Based on the information in the billing database, we calculated only direct medical expenses. Generally, it takes time to calculate non-medical expenses such as transportation costs and productivity decreases due to musculoskeletal disease morbidity [56]. With musculoskeletal conditions, the indirect costs (productivity and loss of wages) tend to be much greater than direct expenses [57]. In the United States and Canada, for example, this corresponds to 2.4% and 1.3% of the gross national product, respectively [58, 59]. Since the billing data contained only information on the medical service provided, the medical expenses for this survey did not include uncovered areas, such as treatment to alleviate physical distress. However, despite the lack of data, it was still possible to investigate whether healthcare costs decreased as the continuity of care increased in this study. This is similar to Raddish et al. [42].

Finally, there was a problem with accurate diagnoses, due to the nature of the billing data. In other words, these data are collected not for clinical purposes [25] but for refunding medical services. Fleming et al. [60] and Godkin and Rice [61] reported that there was a difference in continuity according to the condition, and continuity was clearly higher for those with chronic diseases. The accuracy of diagnosis in NHI’s assertion data is estimated to be about 70% [62]. Therefore, the effectiveness of diagnosis may an issue for our research.
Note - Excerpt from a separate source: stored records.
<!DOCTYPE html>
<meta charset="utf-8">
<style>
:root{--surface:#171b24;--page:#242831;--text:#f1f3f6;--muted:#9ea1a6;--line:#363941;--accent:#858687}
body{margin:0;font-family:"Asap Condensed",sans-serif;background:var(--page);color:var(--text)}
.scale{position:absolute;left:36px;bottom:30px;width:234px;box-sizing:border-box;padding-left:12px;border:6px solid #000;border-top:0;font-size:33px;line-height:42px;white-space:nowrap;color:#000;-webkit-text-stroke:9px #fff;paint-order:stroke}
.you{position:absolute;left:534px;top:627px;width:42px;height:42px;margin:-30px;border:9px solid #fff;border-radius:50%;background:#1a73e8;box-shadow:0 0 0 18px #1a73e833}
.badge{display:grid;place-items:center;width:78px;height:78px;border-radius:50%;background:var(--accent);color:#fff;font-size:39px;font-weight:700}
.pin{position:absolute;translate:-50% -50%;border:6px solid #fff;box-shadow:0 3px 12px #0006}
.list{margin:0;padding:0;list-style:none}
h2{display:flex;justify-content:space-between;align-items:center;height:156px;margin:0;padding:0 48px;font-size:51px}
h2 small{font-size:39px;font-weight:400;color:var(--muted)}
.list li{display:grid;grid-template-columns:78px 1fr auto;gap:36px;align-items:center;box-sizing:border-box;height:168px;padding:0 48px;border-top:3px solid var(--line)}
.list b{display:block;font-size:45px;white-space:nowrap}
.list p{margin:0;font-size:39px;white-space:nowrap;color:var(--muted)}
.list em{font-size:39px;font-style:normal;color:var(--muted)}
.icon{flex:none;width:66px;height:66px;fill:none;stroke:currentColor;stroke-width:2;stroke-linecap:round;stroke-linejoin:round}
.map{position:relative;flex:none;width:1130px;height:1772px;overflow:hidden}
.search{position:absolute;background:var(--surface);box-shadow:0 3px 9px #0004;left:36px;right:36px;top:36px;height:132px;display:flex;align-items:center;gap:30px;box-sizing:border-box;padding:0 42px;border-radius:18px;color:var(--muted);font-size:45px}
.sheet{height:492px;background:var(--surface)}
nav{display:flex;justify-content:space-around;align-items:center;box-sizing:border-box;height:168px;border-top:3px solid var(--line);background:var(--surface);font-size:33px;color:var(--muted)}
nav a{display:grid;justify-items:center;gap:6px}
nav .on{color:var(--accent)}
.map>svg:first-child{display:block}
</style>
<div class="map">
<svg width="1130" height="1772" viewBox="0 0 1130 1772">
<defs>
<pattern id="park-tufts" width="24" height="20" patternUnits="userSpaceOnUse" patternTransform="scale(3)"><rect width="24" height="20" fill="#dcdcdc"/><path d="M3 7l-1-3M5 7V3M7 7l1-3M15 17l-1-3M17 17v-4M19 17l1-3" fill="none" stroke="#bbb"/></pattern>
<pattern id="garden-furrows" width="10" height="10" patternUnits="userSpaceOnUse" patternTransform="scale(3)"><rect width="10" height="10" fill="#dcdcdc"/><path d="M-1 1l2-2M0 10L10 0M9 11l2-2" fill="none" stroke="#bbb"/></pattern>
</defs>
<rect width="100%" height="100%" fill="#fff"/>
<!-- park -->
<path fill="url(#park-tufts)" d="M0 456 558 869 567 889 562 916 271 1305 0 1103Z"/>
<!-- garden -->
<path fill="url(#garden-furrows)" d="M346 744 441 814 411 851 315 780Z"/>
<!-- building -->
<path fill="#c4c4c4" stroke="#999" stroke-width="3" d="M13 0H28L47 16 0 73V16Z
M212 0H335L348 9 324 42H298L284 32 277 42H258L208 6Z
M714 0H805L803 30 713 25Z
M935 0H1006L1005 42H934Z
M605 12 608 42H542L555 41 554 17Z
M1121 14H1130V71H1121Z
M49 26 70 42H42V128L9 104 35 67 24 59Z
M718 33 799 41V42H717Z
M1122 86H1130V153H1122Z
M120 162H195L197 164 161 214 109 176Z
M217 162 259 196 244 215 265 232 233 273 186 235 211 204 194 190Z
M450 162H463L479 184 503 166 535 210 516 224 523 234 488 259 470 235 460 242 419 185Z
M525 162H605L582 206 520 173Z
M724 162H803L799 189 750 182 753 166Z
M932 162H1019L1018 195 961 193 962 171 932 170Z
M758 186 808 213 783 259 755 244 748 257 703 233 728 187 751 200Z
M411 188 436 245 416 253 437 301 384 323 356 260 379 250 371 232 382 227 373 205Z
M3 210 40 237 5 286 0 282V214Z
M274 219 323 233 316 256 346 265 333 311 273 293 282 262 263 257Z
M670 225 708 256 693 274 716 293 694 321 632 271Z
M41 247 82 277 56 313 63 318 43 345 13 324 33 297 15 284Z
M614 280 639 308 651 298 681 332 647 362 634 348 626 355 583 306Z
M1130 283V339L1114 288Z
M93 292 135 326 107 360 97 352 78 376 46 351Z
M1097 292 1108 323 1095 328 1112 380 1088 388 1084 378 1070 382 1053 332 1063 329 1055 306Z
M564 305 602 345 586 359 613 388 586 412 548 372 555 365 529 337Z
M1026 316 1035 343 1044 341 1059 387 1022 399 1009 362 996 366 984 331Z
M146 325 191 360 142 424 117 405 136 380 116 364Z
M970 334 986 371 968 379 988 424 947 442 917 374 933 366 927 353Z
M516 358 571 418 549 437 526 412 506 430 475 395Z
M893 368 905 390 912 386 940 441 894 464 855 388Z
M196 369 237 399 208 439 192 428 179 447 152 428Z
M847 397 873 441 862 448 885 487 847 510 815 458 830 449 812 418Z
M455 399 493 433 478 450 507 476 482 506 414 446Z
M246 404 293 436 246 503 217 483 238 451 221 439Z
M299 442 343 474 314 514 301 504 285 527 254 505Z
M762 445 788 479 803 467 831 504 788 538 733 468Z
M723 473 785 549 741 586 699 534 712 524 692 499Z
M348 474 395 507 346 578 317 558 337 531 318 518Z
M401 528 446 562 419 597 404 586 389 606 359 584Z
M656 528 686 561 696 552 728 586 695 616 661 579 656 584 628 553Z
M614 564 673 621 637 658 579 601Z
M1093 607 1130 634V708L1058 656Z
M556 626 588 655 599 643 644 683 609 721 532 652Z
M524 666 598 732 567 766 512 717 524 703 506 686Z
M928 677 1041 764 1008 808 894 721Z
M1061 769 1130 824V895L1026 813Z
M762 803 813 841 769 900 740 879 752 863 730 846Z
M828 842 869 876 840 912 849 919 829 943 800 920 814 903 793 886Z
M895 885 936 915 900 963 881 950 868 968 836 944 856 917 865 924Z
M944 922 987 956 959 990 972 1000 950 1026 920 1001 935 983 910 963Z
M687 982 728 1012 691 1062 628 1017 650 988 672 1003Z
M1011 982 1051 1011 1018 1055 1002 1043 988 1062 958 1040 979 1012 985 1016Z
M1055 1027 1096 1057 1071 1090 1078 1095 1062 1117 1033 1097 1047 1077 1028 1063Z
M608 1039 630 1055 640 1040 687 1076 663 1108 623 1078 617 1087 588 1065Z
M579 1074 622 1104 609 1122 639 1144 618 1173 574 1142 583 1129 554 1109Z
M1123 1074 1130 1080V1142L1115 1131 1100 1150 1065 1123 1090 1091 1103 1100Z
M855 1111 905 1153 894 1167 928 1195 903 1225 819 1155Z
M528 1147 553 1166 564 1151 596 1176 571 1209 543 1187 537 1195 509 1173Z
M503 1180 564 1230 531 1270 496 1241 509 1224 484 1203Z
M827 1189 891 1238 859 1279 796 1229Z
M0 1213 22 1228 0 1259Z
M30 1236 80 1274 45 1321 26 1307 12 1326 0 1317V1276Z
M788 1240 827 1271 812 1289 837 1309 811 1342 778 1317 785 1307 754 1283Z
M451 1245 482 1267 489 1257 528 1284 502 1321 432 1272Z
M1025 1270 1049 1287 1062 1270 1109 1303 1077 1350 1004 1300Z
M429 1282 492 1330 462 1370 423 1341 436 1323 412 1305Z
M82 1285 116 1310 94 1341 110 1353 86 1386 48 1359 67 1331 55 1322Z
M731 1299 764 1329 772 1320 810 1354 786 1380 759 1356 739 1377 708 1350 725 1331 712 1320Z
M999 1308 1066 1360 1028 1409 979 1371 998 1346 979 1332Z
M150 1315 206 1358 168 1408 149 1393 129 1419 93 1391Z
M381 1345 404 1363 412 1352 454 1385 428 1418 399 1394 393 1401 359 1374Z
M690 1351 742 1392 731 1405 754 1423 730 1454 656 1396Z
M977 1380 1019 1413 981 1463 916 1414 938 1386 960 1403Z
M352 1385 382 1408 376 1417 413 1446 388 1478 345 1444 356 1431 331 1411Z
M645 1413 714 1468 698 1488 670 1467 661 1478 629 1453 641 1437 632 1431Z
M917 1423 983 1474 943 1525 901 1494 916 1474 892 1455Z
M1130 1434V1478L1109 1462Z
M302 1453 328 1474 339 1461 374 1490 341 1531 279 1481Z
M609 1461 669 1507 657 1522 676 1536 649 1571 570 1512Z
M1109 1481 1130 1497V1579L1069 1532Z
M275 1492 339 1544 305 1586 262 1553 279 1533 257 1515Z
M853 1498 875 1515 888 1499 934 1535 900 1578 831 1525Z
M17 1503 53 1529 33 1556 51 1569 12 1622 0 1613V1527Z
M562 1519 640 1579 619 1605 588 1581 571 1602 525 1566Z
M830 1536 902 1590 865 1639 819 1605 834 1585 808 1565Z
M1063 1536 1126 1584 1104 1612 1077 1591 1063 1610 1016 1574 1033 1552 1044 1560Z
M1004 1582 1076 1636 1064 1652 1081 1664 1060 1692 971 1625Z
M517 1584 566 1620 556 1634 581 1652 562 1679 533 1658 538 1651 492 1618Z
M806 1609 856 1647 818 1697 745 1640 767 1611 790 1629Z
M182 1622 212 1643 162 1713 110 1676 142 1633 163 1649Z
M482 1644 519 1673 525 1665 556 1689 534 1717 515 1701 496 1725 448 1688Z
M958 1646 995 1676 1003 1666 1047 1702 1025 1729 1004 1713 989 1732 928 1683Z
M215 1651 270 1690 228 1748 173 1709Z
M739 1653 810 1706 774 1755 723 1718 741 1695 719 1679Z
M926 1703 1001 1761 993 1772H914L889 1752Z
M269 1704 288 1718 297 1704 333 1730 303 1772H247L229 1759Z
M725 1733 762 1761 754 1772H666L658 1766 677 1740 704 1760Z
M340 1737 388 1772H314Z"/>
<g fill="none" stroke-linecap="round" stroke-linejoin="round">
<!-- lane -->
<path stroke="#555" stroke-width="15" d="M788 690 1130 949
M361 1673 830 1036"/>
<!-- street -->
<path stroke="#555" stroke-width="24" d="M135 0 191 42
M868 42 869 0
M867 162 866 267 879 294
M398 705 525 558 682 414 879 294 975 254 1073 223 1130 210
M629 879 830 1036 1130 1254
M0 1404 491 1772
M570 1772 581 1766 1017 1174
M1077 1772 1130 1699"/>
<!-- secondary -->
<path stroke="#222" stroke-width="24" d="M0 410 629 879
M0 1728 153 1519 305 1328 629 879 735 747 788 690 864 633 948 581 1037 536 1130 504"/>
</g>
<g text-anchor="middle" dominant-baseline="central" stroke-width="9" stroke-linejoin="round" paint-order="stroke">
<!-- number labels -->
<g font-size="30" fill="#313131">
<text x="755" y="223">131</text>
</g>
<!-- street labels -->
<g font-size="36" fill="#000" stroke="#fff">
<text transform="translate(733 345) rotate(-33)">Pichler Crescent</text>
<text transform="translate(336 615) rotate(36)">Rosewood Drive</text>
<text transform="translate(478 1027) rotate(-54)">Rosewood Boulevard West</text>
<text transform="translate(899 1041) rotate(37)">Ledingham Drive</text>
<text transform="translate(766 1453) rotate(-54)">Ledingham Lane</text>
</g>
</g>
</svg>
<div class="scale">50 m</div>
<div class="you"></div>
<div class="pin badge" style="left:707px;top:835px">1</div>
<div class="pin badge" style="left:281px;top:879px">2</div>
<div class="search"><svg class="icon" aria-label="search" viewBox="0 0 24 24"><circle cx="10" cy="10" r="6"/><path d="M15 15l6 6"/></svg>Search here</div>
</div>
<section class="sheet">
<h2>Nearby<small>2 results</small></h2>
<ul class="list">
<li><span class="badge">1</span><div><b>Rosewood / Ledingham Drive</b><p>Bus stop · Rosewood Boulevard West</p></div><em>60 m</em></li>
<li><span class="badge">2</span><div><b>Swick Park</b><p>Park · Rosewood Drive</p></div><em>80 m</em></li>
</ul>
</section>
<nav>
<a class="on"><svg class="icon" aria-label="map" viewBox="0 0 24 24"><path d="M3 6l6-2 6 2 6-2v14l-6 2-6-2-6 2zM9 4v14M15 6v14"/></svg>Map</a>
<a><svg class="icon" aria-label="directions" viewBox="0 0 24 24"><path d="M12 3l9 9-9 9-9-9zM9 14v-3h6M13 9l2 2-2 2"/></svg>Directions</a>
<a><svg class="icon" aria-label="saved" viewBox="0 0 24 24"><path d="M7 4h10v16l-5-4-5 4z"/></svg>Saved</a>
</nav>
We examined not only the major diagnostic codes but also secondary codes to improve diagnostic accuracy.

Despite the limitations noted, our research has several advantages. First, national claims data was used to analyze representative samples of patients with knee joint disease. Subjects were all Korean patients who had been diagnosed with knee joint disease in 2014. Secondly, by using cross-sectional data that was representative of the whole country, the model made it possible to identify causal relations in the study subjects. Since many previous studies have been cross-sectional, using claims data from 1 or 2 years, they have had limitations in their ability to prove causality [29]. Given this validity problem, we recommend that research using a management database such as the Korea Health Insurance Application Database should focus specifically on patients who had at least three outpatient clinic visits during the study period (Additional file 1). Third, unlike previous studies of diabetes and hypertension, knee joint disease was analyzed. This study is rare in that it confirms the relevance between care continuity and health outcomes in individuals with knee joint disease. More effort is needed to quantify the quality of management so as to provide supportive evidence to expand the coverage of the Chronic Disease Care System. Although continuity of care is a desirable attribute for those with chronic illnesses, little research on health services has considered this relationship. Future examinations could extend the information now available for knee joint diseases to other chronic diseases.

Conclusions

In conclusion, this study suggests that the risk of hospitalization and health care costs decreases when patients focus on using the same healthcare provider. Furthermore, in the aging society of Korea, it has been shown that improving the continuity of care is a good strategy to improve the quality of health care for the elderly and promote efficient expenditure of medical budgets. Therefore, policymakers need to improve the continuity of care for elderly patients with knee joint disease.